Part III: The Trunk: Limbs and Roots

In this part I explore the impact of your posture on your thinking, attitudes, and perceptions. You see how feelings, behaviour, and perceptions are intertwined. I look at the body’s limbs, its arms, legs, feet, hands, and fingers, and how their movements reflect inner states and create impressions. Finally, you see how your accessories add to the picture of who you are.

Part IV: Putting the Body Into Social and Business Context

In this part you discover how to gesture effectively and appropriately according to the situation you’re in. You find out where to place and position yourself for greatest effect. You discover how to read and reveal signs of interest and dismissal and how to engage with a possible romantic partner. Back at the office you discover the power positions and how to demonstrate confidence and positive impact.

Addressing cultural diversity you get a glimpse into behaviours different from your own and pick up adaptive strategies for avoiding potential pitfalls.

Part V: The Part of Tens

If you’re keen to get a handle on body language quickly and concisely, start with Part V. Stop here if you want top ten tips for spotting when someone’s being economical with the truth. I also show you how to enlarge your fan base and engage with your admirers.

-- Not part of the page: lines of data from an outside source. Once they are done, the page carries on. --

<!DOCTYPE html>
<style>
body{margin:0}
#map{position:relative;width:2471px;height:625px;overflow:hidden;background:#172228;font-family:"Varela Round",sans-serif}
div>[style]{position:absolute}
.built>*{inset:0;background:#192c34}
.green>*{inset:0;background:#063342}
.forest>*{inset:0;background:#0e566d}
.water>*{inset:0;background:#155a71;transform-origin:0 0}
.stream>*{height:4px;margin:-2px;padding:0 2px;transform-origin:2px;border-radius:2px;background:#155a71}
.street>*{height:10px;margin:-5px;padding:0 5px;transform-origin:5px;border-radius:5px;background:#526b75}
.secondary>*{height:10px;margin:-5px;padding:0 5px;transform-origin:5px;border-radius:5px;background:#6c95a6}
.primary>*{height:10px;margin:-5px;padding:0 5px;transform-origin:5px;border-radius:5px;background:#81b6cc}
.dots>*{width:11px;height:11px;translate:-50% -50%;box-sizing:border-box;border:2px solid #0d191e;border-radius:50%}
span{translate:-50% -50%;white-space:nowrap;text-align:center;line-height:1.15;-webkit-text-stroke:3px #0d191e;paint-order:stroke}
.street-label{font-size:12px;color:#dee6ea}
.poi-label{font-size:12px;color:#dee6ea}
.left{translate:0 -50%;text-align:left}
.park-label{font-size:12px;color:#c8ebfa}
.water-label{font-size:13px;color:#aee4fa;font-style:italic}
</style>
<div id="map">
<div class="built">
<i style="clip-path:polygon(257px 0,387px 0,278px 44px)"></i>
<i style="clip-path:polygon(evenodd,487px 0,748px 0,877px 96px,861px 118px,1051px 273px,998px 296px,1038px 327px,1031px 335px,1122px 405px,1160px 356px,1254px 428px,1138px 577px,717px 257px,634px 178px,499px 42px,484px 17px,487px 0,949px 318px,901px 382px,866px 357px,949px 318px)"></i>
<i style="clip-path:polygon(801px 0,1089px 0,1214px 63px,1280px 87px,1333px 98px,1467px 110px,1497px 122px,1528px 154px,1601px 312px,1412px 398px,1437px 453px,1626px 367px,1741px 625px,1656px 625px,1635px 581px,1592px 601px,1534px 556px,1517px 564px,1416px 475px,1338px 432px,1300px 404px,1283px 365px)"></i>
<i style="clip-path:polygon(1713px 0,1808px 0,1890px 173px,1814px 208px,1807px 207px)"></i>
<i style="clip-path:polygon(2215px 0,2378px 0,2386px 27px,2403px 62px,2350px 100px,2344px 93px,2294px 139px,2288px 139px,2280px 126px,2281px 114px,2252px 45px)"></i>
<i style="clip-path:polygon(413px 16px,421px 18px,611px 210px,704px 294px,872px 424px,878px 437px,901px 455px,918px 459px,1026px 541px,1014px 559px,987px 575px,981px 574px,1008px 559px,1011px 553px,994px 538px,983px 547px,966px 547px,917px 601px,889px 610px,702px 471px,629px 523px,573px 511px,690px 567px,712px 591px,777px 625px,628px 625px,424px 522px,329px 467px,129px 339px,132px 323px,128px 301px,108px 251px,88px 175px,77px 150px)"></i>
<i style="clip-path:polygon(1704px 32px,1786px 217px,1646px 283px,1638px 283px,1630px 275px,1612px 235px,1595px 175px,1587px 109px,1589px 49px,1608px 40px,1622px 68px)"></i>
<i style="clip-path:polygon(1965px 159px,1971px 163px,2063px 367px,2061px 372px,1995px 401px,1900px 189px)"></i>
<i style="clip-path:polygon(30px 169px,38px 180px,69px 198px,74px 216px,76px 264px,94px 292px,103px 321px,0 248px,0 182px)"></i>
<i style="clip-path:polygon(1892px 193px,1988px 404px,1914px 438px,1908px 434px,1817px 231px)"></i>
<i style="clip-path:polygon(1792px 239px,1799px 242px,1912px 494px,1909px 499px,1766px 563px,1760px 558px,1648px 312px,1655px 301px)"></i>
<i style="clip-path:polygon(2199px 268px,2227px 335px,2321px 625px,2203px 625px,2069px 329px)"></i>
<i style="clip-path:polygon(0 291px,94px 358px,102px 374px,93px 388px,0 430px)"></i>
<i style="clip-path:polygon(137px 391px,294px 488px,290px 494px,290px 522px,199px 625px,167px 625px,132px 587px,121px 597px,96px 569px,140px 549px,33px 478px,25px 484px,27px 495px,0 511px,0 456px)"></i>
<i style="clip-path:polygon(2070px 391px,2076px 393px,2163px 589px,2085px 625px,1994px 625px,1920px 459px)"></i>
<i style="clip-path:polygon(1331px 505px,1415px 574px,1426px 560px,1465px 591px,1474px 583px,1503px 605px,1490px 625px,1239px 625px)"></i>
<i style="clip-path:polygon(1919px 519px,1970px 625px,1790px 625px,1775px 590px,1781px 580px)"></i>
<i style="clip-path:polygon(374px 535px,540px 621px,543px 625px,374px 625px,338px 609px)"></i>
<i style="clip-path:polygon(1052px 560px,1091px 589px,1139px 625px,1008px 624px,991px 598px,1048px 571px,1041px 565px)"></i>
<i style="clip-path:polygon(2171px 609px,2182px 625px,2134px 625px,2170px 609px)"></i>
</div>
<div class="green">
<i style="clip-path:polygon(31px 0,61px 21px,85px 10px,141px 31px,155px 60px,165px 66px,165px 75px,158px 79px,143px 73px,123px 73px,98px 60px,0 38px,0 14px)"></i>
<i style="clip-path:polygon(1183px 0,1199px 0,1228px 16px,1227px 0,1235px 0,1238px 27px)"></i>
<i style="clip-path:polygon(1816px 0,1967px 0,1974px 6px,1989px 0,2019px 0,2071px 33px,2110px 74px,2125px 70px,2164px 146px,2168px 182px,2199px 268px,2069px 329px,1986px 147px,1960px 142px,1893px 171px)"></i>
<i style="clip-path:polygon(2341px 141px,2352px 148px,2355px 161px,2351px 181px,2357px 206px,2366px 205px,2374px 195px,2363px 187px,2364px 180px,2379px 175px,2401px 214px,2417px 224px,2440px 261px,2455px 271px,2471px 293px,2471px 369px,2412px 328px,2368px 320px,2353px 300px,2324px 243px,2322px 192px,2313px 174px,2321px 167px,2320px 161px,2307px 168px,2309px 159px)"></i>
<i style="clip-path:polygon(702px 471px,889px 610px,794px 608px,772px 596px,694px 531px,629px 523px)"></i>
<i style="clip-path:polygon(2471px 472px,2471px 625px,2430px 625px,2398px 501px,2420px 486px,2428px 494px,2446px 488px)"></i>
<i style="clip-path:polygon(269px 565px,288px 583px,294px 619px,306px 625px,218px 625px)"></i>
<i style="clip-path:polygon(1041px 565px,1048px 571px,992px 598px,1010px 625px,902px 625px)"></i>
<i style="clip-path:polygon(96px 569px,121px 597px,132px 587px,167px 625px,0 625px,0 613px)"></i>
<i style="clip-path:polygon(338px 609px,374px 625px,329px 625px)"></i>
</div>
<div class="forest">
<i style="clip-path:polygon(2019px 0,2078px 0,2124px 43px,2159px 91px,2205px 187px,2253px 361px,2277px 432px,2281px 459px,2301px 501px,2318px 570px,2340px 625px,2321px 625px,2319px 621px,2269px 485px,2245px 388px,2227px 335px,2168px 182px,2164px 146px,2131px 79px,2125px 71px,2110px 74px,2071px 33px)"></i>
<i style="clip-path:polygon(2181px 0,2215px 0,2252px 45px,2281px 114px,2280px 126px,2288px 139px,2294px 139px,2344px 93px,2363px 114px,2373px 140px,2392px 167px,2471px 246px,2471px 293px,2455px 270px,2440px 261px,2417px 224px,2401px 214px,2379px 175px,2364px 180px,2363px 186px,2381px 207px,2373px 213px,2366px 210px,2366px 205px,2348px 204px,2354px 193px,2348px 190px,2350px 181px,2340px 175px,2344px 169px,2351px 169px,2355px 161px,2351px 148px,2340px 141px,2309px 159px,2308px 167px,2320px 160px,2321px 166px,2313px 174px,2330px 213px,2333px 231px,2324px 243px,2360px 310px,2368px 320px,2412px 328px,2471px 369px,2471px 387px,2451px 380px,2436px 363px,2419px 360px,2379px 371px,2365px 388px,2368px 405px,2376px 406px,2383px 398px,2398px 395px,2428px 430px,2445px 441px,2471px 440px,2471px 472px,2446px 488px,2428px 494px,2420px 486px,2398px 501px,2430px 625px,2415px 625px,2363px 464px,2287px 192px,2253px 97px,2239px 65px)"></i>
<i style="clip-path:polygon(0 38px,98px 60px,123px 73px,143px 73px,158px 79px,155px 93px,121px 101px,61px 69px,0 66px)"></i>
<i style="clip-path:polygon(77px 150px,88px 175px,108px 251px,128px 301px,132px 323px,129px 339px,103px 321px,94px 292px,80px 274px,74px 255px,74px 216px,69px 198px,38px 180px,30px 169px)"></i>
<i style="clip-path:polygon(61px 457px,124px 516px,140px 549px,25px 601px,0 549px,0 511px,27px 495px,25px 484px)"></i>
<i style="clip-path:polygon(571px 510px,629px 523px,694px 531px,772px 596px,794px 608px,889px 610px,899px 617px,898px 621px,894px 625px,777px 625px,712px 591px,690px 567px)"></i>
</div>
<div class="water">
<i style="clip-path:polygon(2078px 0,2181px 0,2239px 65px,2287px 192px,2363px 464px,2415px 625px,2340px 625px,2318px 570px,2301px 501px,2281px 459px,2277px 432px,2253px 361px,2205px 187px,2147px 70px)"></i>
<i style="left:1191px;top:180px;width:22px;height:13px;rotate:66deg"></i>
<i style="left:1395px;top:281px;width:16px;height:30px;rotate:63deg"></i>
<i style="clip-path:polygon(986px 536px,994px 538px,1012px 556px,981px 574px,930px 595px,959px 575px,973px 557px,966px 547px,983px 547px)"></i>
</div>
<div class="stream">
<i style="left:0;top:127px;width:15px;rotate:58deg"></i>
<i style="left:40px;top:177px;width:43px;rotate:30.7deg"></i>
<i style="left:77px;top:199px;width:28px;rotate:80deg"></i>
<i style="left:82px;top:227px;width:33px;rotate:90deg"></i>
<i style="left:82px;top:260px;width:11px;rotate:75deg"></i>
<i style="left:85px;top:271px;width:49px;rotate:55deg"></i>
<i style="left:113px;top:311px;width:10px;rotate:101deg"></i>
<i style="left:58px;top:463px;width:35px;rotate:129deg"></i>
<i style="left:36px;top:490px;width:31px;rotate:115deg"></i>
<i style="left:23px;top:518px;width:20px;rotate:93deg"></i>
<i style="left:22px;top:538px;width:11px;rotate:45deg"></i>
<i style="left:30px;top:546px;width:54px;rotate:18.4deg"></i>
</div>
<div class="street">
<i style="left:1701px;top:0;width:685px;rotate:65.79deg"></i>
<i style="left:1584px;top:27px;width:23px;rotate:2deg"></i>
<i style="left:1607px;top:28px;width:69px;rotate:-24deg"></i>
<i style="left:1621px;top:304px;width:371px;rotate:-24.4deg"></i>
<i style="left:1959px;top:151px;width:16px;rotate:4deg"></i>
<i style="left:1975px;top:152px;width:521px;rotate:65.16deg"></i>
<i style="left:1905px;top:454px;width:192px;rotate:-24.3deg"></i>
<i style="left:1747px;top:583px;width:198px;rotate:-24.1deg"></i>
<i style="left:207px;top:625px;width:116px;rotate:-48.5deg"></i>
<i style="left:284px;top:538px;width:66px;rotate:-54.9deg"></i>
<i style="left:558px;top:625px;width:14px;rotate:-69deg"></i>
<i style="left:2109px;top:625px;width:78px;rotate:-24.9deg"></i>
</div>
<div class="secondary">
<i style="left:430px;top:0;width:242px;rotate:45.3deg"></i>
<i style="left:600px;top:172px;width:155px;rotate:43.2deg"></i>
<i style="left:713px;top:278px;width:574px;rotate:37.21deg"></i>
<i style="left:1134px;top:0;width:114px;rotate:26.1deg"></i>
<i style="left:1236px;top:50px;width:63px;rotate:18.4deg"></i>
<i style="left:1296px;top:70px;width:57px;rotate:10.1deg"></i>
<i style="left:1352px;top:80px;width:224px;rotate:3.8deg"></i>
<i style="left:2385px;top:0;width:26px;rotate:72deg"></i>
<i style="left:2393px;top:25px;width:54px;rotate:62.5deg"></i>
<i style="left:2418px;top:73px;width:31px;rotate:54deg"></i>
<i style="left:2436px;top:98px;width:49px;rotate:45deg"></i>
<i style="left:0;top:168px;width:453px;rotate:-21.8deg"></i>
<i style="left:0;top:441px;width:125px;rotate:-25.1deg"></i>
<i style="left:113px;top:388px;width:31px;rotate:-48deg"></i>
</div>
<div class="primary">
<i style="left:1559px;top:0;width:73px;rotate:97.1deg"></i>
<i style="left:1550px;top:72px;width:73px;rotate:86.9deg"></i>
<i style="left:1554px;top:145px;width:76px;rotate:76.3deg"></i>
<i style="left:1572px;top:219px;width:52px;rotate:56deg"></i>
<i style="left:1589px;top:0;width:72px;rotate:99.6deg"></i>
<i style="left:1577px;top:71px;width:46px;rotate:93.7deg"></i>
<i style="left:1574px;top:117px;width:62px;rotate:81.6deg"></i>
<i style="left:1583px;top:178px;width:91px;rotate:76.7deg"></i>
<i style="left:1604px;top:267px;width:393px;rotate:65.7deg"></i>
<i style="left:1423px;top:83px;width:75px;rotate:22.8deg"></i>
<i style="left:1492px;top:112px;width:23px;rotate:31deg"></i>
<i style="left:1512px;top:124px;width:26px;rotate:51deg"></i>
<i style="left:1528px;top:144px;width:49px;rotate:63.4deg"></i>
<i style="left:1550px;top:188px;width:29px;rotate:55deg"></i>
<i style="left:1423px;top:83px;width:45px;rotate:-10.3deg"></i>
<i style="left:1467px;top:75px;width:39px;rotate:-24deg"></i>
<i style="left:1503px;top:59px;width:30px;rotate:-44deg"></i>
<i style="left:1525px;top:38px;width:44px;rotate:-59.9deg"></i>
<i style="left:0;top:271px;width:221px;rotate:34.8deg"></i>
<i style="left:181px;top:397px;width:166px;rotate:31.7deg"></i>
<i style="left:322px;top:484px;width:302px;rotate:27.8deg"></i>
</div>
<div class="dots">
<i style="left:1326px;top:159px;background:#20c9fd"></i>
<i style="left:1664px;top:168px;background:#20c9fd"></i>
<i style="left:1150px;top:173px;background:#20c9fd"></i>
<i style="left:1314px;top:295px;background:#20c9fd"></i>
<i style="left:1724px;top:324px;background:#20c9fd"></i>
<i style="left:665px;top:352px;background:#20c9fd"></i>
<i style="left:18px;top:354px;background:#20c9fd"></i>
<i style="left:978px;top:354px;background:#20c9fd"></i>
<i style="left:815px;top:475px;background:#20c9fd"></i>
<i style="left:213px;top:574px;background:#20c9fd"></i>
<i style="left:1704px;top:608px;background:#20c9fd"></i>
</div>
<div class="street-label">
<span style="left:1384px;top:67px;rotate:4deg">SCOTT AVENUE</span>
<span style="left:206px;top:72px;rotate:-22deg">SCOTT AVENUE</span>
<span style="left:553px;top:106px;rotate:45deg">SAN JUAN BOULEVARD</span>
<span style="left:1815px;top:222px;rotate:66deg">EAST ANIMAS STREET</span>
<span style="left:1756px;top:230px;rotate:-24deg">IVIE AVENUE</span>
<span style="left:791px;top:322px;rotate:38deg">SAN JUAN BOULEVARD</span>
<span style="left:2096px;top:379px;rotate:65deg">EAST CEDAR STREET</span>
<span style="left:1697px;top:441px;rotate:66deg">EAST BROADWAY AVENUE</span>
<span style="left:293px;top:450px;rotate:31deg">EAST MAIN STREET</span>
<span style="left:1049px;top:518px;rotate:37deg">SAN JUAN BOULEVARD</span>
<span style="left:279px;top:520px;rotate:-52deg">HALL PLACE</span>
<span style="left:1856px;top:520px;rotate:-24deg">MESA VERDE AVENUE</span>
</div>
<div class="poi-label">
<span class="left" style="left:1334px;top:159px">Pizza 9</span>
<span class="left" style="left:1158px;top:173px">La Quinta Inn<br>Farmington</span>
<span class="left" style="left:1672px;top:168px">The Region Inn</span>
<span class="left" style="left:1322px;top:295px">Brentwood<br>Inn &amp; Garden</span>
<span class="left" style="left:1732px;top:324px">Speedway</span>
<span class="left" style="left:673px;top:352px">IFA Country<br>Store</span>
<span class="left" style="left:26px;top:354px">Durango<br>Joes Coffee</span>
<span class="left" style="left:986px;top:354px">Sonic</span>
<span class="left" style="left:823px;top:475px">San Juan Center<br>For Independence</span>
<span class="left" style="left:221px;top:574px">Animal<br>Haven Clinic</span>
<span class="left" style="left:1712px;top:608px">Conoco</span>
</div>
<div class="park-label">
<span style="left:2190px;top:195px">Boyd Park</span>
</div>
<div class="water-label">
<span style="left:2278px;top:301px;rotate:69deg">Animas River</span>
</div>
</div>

For developing your skills as a silent communicator, gaining self-awareness, and honing your observation skills, this is the place to be.

Icons Used in This Book

For sharpening your thinking and focusing your attention, let these icons be your guide.

anecdote.eps This icon highlights stories to entertain and inform you about friends of mine, or people I’ve seen, and the clues they’ve revealed through body language.

peoplewatching.eps Here’s a chance for you to stand back and observe without being seen. By distancing yourself and taking a bird’s eye view you can watch how others behave and reflect on the outcome.

remember.eps This icon underscores a valuable point to keep in mind.

tip.eps These are practical and immediate remedies for honing your body language skills.

trythis.eps Here you can have a go at putting theory into practice. Some of the practical exercises are designed to enhance your image and create an impact.

Where to Go from Here

Although all the material in this book is designed to support you in being yourself at your best, not all the information may be pertinent to your specific needs or interests. Read what you want, when you want. You don’t have to read the book in order, nor is there a sell by date for covering the material.

If you’re interested in how body language conveys messages, begin with Part I. If you’re seeking to improve your body language for a job interview or for playing the political and corporate game at work, have a look at Chapter 14. If you’re curious about facial expressions have a look at Chapter 4.

Now, flip to a page, chapter, or section that interests you and read away. Feel free to dip and dive from section to section and page to page. Most importantly, enjoy the read.

Part I

In the Beginning was the Gesture

In this part . . .

Here’s where we explore the foundations of body language, the way of silently communicating that can improve your impact factor and relationships once you grasp even the basics. In this part we go back in time to the origins of body language, how it’s evolved, and its subtle power.